*Task*. Go through the lines of the material and count the ones with the word "fabs". Give that count alone.

*Information*.

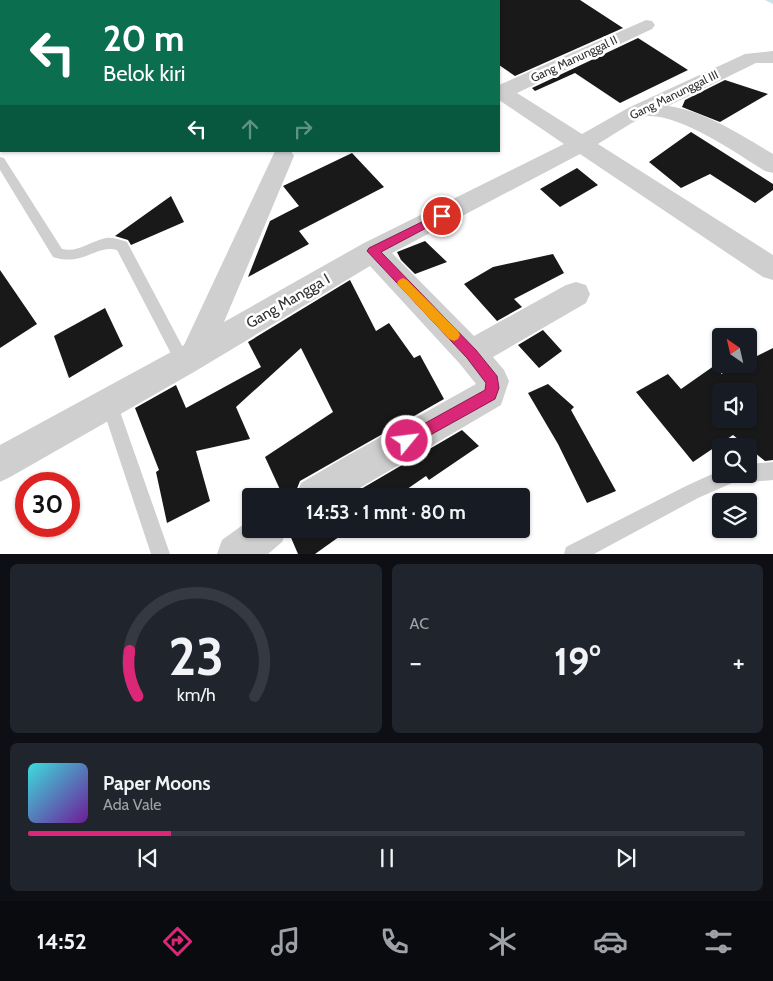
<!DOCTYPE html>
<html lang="id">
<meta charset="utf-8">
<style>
body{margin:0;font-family:Cabin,sans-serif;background:#20242c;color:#f1f3f6;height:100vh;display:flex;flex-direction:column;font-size:19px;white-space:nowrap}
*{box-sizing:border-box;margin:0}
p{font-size:16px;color:#9ea1a6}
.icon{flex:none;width:28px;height:28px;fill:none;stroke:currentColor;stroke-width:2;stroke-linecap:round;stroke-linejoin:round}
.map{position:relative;height:554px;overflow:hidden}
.sheet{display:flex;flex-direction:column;gap:10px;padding:10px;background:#0d0f14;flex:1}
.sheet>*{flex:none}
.banner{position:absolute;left:0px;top:0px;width:500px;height:152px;box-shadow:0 1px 4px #0004;background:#0b6e4f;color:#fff;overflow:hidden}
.needle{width:32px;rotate:326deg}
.fabs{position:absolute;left:712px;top:328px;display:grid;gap:10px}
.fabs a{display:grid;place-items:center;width:45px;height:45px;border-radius:5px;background:#171b24;box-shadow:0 1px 4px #0004;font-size:25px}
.speed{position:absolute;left:15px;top:472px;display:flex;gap:10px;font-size:25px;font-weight:700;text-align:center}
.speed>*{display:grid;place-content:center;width:65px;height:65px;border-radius:50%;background:#171b24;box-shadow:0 1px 4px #0004;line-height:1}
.speed .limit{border:8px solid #d22;background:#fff;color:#111}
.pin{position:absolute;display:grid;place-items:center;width:42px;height:42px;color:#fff;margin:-21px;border:2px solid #fff;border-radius:50%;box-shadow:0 1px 5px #0007}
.me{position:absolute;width:55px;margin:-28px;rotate:61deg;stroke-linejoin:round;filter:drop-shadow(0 0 4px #0008)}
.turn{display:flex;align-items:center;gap:18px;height:105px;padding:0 20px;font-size:22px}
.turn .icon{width:65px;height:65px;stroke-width:2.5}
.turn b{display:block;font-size:35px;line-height:42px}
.lanes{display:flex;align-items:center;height:48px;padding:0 20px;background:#0003;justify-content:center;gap:25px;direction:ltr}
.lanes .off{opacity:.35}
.big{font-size:38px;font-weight:800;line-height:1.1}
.sheet .widget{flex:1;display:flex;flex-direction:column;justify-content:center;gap:8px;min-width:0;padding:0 18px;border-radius:8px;background:#20242c}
.sheet .dial{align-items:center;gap:0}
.dial svg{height:130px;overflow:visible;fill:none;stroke:#363941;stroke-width:7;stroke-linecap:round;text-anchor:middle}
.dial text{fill:#f1f3f6;stroke:none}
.song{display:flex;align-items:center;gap:15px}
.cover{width:60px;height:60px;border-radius:8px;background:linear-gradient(135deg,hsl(180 70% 55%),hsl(280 70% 35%))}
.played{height:5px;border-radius:2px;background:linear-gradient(90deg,#db2777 20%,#363941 20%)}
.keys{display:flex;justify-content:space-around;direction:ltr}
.heat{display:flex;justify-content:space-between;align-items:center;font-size:28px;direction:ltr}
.sheet .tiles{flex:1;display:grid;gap:10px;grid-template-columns:1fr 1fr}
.widget:last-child{grid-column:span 2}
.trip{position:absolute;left:242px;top:488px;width:288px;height:50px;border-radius:5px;background:#171b24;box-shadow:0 1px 4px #0004;font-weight:800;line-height:50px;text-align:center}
.tabs{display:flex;height:80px;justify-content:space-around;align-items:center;background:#090b0e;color:#9ea1a6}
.tabs .icon{width:35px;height:35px}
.tabs .current{color:#db2777}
.tabs b{font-size:22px;color:#f1f3f6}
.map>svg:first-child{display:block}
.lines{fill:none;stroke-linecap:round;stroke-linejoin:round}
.stream{fill:#cce1ea;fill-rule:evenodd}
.building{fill:#191919;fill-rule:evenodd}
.lane{fill:#cfcfcf;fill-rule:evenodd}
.street{fill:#cfcfcf;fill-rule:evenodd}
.secondary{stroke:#bcbcbc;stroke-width:28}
.route{fill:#db2777;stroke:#8e194d}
.slow{fill:#f59e0b}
.labels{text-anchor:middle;stroke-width:5;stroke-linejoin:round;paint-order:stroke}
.far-street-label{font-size:12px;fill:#323232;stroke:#fff}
.street-label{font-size:15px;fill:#323232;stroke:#fff}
</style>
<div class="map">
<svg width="773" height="554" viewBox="0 0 773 554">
<rect width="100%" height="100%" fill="#fff"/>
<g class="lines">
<path class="stream" d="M765 0H773V4Z"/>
</g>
<path class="building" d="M499 0H580L623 28 515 76 499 65Z
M638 38 688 70 620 103 575 73 535 91 532 88Z
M725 80 768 94 720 122 682 107 685 100Z
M691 132 773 184V190L755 203 710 174 681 188 649 162Z
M352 153 384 187 299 231 309 244 248 277 270 221 299 206 283 186Z
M577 168 598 185 560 207 540 189Z
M171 196 184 222 131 245 128 240 115 236Z
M425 241 447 262 415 274 401 260 397 252Z
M553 254 564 273 514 299 522 307 497 321 464 284 493 267Z
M0 270 37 324 0 348Z
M350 280 376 331 389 323 414 358 420 355 444 399 300 481 294 496H283L265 457 333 412 301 348 236 407 250 439 196 451 210 501 167 523 156 472 159 470 135 408 176 385 186 408 261 367 248 342Z
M105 308 123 346 69 378 54 336Z
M543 330 562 351 539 368 518 345Z
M773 348V460L765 461 733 435 693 462 636 392 668 374 681 389 721 361V374L741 364H749V360ZM721 391H749V419H721Z
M548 384 574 407 571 410 616 491 587 503 558 444 528 393Z
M462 430 479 446 429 480 426 476 397 496H349Z
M295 529H350L315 554H298L289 533Z"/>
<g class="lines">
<path class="lane" d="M0 157 4 158 62 249C78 253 91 241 106 238 114 237 120 240 127 242L188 357 191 362 188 367 183 369 178 367 117 250C96 244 84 267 53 257L0 170Z
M109 395 115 397 117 403 170 554H151L101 403 103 397Z
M773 462V480L749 482 743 479 741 476 739 480 698 498 594 554H564L566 547 686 486 721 470V474H749V464Z"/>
<path class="street" d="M253 0H270V1H254Z
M352 0H370V1H353Z
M646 20 652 21 655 25 652 29 517 93 582 134 628 108 745 54 773 51V63H756L668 106C705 111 741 135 773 154V173L765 171C736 153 682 115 648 116 640 116 607 139 598 144L773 255V280L763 277 580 154 392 253 474 336 566 285 576 282 586 285 590 294 586 303 493 357 504 370 509 381 501 405 346 496H296L301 483 345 457 476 384 460 364 370 266 194 372 12 476 0 482V445L184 345 275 151H291L294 156 224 322 364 243 564 144 499 100V85Z
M251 519V529H288L282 542 268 554H217L222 540Z"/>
<path class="secondary" d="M298 1 302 0
M0 116 1 115"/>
</g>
<path class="route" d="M442 212 445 213 447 216 445 218 381 252 476 350 497 376 499 388 495 399 407 448 402 446 400 441 402 436 485 390 486 383 467 358 367 251 369 248Z"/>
<path class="slow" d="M403 278 407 280 458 331 460 335 458 339 454 341 449 339 399 286 397 283 399 280Z"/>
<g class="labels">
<g class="far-street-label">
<text transform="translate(574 59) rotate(-25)" y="4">Gang Manunggal II</text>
<text transform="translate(674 95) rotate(-26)" y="4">Gang Manunggal III</text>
</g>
<g class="street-label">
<text transform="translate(288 301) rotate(-30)" y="5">Gang Mangga I</text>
</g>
</g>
</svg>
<div class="fabs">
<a><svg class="needle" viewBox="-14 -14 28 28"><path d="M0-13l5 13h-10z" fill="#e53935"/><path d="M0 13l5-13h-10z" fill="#9ea1a6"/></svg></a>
<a><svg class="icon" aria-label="sound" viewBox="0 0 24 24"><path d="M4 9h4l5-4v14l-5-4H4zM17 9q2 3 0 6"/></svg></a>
<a><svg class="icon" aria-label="search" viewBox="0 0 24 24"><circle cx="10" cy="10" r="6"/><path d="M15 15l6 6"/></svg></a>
<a><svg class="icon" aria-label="layers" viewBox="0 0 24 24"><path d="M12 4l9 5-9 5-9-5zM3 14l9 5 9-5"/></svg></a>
</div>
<div class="speed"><div class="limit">30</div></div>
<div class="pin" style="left:442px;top:216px;background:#d93025"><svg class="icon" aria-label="arrive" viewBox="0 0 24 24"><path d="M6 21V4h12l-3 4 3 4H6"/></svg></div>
<svg class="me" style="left:407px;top:441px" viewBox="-20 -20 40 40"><circle r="17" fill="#db2777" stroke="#fff" stroke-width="3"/><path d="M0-11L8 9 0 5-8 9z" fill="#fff"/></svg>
<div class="trip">14:53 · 1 mnt · 80 m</div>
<div class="banner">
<div class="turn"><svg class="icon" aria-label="left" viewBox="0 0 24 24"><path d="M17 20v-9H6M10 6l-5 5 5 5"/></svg><div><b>20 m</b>Belok kiri</div></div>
<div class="lanes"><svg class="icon" aria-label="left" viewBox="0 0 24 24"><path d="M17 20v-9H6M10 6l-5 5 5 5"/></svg><svg class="icon off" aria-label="ahead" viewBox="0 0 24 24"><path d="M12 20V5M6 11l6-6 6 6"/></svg><svg class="icon off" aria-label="right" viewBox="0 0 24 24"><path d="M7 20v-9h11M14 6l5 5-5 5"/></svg></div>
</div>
</div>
<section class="sheet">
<div class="tiles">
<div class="widget dial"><svg viewBox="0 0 100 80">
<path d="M14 69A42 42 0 1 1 86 69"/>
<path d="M14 69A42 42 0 0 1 9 41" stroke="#db2777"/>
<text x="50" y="56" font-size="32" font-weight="700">23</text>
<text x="50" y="72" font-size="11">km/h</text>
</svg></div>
<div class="widget"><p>AC</p>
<div class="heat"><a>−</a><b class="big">19°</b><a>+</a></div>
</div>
<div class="widget">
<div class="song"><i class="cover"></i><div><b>Paper Moons</b><p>Ada Vale</p></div></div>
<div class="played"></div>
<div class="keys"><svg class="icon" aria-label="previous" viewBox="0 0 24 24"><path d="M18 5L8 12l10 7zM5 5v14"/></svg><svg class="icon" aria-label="pause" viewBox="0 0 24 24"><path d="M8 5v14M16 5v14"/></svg><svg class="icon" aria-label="next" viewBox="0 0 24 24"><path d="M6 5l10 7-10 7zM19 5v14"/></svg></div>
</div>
</div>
</section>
<nav class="tabs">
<b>14:52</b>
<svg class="icon current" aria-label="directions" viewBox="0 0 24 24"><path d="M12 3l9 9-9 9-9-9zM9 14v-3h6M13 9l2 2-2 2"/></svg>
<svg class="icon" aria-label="music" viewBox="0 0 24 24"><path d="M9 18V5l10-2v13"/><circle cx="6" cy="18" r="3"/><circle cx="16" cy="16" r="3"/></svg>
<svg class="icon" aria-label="phone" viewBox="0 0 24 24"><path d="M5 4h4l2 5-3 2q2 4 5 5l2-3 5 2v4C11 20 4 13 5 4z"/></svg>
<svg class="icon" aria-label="climate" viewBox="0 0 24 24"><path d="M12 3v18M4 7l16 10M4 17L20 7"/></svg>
<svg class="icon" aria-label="car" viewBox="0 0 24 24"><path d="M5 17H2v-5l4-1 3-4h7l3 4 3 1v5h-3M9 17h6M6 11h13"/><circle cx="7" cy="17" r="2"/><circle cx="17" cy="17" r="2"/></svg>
<svg class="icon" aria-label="filters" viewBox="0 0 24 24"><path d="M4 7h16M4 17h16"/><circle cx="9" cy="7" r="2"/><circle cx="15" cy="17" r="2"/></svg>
</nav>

*Response to the exercise*. 3